- Church: Episcopal Church
- Province: Province VII
- Diocese: West Texas
- Elected: October 11, 2003
- In office: 2006-2017
- Predecessor: James E. Folts
- Successor: David M. Reed
- Previous post: Coadjutor Bishop of West Texas (2004–2006)

Orders
- Ordination: June 1982 (deacon) January 1983 (priest)
- Consecration: February 21, 2004 by Frank Griswold

Personal details
- Born: May 2, 1956 (age 70) San Antonio, Texas, United States
- Denomination: Anglicanism
- Spouse: Catherine ​(m. 1985)​
- Children: 3

= Gary Lillibridge =

American Episcopal bishop (born 1956)

Gary Richard Lillibridge (born May 2, 1956) is an American Episcopal bishop. He was the ninth bishop of the Episcopal Diocese of West Texas.
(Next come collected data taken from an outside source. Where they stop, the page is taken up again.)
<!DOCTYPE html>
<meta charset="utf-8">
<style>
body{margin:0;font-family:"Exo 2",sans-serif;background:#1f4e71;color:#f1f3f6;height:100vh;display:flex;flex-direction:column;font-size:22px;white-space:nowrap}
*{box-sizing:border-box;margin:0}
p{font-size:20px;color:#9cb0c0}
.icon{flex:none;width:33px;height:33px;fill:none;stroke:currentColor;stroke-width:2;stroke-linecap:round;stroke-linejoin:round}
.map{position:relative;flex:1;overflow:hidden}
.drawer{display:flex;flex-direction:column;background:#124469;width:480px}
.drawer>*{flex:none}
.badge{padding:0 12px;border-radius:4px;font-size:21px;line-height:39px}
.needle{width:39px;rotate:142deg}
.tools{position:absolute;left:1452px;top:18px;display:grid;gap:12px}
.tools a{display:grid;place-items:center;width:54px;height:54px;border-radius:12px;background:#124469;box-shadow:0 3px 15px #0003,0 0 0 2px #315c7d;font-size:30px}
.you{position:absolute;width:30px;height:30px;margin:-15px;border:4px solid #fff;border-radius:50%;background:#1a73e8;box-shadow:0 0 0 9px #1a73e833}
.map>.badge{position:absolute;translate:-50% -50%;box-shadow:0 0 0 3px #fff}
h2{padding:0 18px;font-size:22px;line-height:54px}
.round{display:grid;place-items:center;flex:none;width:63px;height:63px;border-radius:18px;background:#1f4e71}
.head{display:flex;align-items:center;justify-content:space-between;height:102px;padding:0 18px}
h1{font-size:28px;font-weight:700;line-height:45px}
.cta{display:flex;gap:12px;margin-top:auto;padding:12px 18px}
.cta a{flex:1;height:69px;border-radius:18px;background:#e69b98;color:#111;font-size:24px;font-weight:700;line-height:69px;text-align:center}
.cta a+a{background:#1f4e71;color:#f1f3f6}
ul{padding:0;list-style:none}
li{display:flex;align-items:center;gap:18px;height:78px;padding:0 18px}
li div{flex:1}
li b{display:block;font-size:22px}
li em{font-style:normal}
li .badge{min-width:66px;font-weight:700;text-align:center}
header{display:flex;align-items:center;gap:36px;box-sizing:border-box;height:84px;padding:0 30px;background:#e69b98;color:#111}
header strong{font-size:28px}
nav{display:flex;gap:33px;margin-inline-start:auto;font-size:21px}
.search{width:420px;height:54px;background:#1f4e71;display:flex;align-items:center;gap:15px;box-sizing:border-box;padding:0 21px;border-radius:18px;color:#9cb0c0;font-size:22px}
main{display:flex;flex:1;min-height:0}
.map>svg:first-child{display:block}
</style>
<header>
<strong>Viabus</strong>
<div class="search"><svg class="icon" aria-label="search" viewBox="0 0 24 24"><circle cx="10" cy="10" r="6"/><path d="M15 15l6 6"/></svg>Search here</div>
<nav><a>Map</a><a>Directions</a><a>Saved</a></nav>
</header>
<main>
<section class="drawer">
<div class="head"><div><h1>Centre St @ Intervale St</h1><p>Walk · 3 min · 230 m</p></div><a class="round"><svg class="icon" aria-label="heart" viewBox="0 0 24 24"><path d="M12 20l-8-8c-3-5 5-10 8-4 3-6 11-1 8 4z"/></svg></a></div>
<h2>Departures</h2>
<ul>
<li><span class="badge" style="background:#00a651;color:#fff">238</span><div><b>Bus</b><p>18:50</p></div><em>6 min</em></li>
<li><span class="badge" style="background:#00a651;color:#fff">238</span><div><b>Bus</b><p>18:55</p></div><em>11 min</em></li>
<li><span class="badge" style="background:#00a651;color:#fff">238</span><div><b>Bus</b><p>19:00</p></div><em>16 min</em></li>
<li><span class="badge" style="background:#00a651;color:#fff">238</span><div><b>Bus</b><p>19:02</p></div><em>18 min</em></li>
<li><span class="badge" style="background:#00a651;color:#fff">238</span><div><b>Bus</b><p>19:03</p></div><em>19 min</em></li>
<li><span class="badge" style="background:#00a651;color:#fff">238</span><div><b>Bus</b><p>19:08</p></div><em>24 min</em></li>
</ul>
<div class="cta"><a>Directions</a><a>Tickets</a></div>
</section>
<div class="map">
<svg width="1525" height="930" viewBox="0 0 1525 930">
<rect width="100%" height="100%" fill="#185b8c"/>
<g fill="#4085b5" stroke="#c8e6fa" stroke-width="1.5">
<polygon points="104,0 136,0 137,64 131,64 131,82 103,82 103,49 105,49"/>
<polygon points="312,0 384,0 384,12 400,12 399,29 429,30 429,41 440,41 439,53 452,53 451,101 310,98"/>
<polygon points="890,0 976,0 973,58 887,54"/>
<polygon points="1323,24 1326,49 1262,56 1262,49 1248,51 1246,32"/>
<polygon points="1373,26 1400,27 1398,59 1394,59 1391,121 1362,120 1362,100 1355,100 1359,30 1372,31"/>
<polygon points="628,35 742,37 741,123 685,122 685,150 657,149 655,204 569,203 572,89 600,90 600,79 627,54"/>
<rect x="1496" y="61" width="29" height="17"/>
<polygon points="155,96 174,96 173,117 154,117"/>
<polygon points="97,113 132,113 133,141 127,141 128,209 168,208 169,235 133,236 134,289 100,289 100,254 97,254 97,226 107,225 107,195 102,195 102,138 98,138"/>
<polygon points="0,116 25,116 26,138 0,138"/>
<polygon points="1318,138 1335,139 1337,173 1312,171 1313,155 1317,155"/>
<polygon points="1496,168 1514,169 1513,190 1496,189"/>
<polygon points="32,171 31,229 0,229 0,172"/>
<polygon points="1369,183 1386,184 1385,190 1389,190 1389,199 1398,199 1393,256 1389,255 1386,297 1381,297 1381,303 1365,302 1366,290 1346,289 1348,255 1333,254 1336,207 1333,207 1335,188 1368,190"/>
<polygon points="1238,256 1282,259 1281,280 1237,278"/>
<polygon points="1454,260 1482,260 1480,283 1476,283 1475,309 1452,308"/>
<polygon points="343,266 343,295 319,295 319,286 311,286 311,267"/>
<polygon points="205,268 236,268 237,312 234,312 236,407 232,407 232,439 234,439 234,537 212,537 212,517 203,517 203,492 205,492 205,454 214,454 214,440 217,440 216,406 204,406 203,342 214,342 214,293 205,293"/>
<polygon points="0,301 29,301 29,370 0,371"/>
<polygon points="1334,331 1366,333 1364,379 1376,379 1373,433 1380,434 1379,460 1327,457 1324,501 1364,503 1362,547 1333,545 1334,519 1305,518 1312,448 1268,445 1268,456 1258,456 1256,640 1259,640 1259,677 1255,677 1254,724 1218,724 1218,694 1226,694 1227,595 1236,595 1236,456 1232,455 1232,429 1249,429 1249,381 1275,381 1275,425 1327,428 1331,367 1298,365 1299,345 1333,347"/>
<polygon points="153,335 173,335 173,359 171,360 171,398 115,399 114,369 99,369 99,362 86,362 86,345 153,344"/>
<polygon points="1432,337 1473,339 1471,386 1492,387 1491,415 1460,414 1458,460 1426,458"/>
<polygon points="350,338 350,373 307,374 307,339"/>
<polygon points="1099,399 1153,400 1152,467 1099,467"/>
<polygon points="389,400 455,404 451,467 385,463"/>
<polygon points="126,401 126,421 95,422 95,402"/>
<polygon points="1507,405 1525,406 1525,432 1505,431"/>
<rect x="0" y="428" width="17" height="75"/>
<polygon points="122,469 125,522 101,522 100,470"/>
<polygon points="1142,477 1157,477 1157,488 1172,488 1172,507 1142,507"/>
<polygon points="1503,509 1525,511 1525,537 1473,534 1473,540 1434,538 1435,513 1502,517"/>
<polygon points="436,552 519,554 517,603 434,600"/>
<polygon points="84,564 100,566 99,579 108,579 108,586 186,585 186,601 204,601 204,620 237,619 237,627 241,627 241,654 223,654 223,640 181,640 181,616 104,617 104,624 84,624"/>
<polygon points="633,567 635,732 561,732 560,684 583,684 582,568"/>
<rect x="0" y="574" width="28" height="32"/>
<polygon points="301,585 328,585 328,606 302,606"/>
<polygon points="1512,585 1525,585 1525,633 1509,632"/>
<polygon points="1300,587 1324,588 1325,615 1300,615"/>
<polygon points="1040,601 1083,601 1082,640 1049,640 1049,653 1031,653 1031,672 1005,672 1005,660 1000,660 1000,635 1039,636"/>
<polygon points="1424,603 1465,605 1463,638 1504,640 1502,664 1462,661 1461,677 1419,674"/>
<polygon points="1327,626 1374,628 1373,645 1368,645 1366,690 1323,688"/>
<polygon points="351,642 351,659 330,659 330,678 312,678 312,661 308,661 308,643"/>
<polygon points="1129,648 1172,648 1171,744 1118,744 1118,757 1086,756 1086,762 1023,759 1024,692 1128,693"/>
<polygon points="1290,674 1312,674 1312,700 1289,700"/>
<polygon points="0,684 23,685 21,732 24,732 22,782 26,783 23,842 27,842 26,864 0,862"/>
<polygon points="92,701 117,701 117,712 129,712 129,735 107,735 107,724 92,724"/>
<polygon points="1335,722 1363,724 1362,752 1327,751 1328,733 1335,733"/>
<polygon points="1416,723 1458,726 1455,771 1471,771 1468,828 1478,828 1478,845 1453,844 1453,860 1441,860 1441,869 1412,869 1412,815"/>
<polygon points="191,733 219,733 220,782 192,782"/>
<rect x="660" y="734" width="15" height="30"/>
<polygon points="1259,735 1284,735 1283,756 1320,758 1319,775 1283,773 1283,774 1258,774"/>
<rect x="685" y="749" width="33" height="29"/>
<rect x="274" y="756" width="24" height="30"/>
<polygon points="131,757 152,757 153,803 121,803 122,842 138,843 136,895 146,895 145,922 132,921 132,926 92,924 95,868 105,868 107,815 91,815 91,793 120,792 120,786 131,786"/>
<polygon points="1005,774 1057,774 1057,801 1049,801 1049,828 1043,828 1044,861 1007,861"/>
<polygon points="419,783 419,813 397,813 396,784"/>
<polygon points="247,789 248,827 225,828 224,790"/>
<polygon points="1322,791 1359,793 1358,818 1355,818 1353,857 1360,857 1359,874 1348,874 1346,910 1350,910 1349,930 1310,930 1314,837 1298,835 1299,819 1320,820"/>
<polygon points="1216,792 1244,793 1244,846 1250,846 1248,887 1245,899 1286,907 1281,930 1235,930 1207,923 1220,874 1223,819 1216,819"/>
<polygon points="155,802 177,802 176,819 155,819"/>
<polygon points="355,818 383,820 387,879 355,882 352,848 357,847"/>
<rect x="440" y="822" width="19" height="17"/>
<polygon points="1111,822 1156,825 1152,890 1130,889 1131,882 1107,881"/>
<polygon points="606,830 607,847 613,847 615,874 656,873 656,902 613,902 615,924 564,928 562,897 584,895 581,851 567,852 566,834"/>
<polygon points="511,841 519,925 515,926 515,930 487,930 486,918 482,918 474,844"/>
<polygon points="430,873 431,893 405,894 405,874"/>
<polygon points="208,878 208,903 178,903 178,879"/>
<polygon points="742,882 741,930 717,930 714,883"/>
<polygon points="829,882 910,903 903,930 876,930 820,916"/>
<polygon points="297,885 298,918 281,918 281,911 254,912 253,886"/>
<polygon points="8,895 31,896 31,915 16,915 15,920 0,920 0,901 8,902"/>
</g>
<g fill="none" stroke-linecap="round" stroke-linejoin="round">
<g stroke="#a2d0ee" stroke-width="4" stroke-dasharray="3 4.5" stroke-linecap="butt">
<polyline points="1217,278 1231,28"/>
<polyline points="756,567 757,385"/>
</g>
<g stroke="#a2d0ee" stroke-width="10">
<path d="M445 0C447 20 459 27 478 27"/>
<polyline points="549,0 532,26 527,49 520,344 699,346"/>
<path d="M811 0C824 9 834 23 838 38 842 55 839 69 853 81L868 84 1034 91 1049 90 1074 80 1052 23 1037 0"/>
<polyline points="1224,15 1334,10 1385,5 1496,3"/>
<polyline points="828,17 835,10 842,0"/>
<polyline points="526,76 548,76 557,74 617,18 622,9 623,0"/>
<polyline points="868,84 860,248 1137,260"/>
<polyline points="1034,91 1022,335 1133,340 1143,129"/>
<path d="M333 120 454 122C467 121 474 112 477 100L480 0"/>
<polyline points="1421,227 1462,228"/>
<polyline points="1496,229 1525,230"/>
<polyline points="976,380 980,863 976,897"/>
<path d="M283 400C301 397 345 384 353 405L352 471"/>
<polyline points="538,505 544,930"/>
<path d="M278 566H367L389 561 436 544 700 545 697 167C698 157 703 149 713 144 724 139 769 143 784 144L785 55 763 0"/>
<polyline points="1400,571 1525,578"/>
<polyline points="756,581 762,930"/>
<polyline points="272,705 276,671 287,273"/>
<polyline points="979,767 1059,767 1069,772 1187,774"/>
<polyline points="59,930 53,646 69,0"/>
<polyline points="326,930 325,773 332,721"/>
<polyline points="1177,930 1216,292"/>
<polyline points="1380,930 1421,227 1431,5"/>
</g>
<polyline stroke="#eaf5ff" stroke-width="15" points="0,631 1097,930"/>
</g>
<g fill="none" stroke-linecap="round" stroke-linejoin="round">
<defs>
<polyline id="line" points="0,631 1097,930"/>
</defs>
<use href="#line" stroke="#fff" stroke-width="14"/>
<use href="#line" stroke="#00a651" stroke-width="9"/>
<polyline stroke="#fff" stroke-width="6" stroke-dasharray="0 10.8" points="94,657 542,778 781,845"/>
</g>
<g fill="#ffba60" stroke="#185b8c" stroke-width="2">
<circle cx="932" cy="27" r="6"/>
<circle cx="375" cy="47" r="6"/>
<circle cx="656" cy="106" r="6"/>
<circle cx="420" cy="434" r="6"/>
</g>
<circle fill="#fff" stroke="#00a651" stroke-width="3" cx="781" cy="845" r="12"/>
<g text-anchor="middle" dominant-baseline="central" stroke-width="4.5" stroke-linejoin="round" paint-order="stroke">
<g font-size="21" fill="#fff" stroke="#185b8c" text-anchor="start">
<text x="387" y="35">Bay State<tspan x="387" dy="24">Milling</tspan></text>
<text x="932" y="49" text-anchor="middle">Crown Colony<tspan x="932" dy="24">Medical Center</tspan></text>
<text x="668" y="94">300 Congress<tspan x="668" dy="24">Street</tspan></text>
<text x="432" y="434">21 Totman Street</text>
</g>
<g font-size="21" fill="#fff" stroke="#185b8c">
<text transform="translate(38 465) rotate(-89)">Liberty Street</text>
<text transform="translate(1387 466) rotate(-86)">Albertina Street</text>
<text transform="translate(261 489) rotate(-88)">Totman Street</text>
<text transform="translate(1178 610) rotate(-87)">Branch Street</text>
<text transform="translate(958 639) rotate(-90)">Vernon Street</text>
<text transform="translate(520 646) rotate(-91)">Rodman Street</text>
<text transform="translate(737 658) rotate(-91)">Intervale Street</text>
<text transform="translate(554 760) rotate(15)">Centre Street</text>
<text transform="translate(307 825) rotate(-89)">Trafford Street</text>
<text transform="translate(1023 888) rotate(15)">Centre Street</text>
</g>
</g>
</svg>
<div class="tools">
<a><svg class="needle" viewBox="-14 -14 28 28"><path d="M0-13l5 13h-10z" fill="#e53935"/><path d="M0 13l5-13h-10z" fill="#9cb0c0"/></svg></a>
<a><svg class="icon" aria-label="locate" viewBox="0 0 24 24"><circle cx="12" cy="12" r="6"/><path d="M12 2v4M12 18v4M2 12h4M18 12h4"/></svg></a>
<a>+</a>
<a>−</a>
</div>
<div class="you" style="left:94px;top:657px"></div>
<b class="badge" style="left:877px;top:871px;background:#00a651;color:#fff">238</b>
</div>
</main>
==Early life and education==
Lillibridge was born on May 2, 1956, in San Antonio, Texas, United States. He was raised as an Episcopalian. He studied education at Southwest Texas State University, graduating with a Bachelor of Science (BSc) degree in 1978. He trained for ordination at the Virginia Theological Seminary, and graduated in 1982 with a Master of Divinity (M.Div.) degree.

==Ordained ministry==
Lillibridge was ordained in the Episcopal Church as a deacon in June 1982 and as a priest in January 1983.

In October 2003, Lillibridge was elected as the ninth Bishop of West Texas. On February 21, 2004, he was consecrated a bishop by Frank Griswold, the then Presiding Bishop of the Episcopal Church. He then served as coadjutor bishop to James E. Folts, the Bishop of the Episcopal Diocese of West Texas. He took up the appointment of diocesan bishop in 2006, upon the retirement of Bishop Folts.
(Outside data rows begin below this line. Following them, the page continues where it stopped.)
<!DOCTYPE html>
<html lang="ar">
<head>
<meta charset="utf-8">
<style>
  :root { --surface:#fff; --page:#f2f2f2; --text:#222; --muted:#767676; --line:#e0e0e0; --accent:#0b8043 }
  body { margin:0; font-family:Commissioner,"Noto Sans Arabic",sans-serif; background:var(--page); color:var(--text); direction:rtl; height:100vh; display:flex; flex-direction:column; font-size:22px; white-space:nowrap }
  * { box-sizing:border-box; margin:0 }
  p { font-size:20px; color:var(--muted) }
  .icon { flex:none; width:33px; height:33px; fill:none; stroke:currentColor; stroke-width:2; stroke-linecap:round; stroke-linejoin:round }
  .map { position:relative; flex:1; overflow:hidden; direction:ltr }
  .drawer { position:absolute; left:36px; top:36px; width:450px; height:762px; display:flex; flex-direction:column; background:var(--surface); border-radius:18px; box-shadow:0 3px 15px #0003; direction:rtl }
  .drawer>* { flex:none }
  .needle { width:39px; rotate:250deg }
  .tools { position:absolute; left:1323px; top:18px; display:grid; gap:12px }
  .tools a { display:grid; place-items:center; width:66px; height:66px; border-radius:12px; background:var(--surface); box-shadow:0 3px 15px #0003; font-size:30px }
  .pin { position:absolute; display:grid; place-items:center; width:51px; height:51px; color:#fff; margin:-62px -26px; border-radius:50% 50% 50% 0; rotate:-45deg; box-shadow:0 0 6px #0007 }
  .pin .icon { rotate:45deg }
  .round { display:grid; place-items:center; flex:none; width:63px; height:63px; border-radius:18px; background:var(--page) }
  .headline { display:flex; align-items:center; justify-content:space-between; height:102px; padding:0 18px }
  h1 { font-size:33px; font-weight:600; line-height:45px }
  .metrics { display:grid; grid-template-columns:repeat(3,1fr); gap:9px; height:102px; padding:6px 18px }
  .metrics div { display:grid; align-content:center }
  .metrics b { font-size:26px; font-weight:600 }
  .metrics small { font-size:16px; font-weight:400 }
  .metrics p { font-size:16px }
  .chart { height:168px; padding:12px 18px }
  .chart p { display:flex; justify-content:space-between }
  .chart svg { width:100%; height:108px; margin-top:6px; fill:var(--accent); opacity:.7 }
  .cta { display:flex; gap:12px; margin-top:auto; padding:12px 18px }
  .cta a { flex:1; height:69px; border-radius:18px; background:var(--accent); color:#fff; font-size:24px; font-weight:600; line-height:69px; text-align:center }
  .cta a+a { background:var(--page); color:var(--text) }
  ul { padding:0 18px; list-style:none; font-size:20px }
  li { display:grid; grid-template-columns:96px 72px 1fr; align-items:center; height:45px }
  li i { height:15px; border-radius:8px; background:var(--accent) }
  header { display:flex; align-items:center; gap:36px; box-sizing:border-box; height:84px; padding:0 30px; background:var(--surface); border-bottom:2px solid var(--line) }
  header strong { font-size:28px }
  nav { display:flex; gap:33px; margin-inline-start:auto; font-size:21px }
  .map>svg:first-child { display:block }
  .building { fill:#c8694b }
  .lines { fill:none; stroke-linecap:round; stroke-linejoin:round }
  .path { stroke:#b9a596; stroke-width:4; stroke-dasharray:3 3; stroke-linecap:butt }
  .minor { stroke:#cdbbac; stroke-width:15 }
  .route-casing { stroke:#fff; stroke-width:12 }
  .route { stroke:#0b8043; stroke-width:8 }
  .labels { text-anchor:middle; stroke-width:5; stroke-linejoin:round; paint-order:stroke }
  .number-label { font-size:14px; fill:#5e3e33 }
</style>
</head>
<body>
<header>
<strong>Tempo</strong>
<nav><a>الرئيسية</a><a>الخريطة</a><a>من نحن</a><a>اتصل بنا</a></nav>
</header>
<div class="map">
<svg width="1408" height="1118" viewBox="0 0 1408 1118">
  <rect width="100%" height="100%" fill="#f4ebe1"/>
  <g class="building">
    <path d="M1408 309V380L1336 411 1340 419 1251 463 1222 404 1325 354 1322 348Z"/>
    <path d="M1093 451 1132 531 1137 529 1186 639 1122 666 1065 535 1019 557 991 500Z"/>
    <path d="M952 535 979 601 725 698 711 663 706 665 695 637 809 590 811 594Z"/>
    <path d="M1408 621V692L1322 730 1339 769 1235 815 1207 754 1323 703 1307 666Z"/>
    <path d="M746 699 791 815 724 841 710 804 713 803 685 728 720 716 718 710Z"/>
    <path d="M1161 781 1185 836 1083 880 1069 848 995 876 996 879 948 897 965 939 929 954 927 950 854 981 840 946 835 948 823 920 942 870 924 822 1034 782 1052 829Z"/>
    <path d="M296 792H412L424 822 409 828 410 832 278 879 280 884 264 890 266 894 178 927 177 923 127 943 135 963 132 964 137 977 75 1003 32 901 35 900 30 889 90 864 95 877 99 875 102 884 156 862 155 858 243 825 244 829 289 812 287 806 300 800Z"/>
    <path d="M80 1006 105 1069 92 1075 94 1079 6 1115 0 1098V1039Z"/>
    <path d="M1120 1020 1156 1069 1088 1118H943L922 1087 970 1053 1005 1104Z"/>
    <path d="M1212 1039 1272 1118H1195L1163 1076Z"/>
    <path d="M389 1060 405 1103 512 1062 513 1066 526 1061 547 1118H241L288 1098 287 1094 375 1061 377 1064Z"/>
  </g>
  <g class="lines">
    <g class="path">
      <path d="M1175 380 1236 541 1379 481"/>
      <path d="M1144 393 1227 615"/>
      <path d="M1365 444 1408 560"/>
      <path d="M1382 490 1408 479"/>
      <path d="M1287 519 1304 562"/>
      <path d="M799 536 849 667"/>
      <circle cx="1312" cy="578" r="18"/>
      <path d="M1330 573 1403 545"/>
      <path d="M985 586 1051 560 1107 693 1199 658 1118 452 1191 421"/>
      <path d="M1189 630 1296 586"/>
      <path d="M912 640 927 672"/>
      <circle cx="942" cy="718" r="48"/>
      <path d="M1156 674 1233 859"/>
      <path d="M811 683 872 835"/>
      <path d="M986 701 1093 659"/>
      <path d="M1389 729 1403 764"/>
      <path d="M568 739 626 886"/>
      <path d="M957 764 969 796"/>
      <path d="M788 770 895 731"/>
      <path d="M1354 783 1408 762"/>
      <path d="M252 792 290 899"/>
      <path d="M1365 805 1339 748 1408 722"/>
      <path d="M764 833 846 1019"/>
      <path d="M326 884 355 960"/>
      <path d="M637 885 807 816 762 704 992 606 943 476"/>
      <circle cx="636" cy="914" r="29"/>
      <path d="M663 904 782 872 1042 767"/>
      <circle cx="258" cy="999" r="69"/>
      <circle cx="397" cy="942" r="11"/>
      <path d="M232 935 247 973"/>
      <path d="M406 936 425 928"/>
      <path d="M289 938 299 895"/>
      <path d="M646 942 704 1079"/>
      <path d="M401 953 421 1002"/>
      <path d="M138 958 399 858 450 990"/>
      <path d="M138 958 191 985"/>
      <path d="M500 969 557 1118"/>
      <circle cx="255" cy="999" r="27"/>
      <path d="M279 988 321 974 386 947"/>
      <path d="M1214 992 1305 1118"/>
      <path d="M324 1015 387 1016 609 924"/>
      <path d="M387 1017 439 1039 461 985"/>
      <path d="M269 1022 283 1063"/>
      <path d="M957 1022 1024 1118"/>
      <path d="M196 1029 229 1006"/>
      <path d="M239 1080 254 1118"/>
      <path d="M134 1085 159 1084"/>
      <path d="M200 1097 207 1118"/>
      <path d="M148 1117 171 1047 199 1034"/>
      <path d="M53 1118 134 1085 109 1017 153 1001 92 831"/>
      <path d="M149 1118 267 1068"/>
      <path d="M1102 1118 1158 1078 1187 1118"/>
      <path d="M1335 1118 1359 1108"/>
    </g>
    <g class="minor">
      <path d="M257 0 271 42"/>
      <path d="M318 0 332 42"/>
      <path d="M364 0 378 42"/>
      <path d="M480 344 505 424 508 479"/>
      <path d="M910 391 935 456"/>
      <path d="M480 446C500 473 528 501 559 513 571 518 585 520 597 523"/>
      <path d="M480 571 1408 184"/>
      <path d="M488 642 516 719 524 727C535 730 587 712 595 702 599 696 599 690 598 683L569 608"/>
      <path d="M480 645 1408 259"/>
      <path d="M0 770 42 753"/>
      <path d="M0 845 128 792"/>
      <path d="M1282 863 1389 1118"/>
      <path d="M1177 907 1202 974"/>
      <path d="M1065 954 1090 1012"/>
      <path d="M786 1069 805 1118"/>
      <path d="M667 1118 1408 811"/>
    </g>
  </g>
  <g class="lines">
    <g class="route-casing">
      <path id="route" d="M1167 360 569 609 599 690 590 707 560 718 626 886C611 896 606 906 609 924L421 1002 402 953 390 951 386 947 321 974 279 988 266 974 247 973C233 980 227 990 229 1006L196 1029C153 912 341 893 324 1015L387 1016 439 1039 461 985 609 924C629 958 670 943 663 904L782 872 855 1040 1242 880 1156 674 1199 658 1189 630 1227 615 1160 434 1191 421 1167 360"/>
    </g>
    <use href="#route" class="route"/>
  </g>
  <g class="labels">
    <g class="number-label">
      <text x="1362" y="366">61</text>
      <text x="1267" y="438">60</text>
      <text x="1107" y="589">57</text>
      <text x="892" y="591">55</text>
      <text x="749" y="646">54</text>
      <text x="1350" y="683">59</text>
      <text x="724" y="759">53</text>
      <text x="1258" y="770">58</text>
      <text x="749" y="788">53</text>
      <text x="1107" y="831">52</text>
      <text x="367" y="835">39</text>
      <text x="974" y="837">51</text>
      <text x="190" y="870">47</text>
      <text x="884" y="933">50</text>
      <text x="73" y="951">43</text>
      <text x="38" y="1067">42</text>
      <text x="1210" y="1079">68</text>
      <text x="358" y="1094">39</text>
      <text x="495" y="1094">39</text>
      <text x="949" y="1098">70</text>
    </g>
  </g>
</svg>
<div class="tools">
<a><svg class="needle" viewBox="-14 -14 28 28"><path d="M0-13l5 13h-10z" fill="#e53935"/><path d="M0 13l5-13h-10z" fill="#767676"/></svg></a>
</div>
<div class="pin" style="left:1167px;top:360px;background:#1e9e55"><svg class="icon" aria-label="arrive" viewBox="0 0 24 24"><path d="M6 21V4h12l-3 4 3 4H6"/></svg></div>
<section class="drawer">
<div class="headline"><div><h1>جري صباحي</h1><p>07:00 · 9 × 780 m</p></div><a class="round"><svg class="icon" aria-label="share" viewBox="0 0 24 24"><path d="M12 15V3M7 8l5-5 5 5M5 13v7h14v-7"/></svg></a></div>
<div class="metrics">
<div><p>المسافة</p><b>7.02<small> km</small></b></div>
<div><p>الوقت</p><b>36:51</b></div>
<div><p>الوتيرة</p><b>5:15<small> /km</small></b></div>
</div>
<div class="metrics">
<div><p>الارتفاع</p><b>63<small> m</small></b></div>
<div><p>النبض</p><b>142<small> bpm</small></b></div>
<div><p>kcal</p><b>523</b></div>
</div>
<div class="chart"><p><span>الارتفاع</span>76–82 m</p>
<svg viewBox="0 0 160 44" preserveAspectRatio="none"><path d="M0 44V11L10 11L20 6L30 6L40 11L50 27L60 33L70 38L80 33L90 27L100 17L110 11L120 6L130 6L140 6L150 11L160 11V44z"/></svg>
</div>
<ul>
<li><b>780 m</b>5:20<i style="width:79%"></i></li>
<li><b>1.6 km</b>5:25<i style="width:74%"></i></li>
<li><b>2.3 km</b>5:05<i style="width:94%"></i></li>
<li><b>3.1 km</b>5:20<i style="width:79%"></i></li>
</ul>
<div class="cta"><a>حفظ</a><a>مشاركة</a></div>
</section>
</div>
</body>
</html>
Lillibridge retired from full-time ministry in 2017.

===Views===
Lillibridge has been described as a traditionalist and a conservative. However, in April 2015, he granted three parishes in his diocese permission to "conduct same-sex blessings".

==Personal life==
In 1985, Lillibridge married Catherine DeForrest. Together they have three children: Sarah, Amy, and Thomas.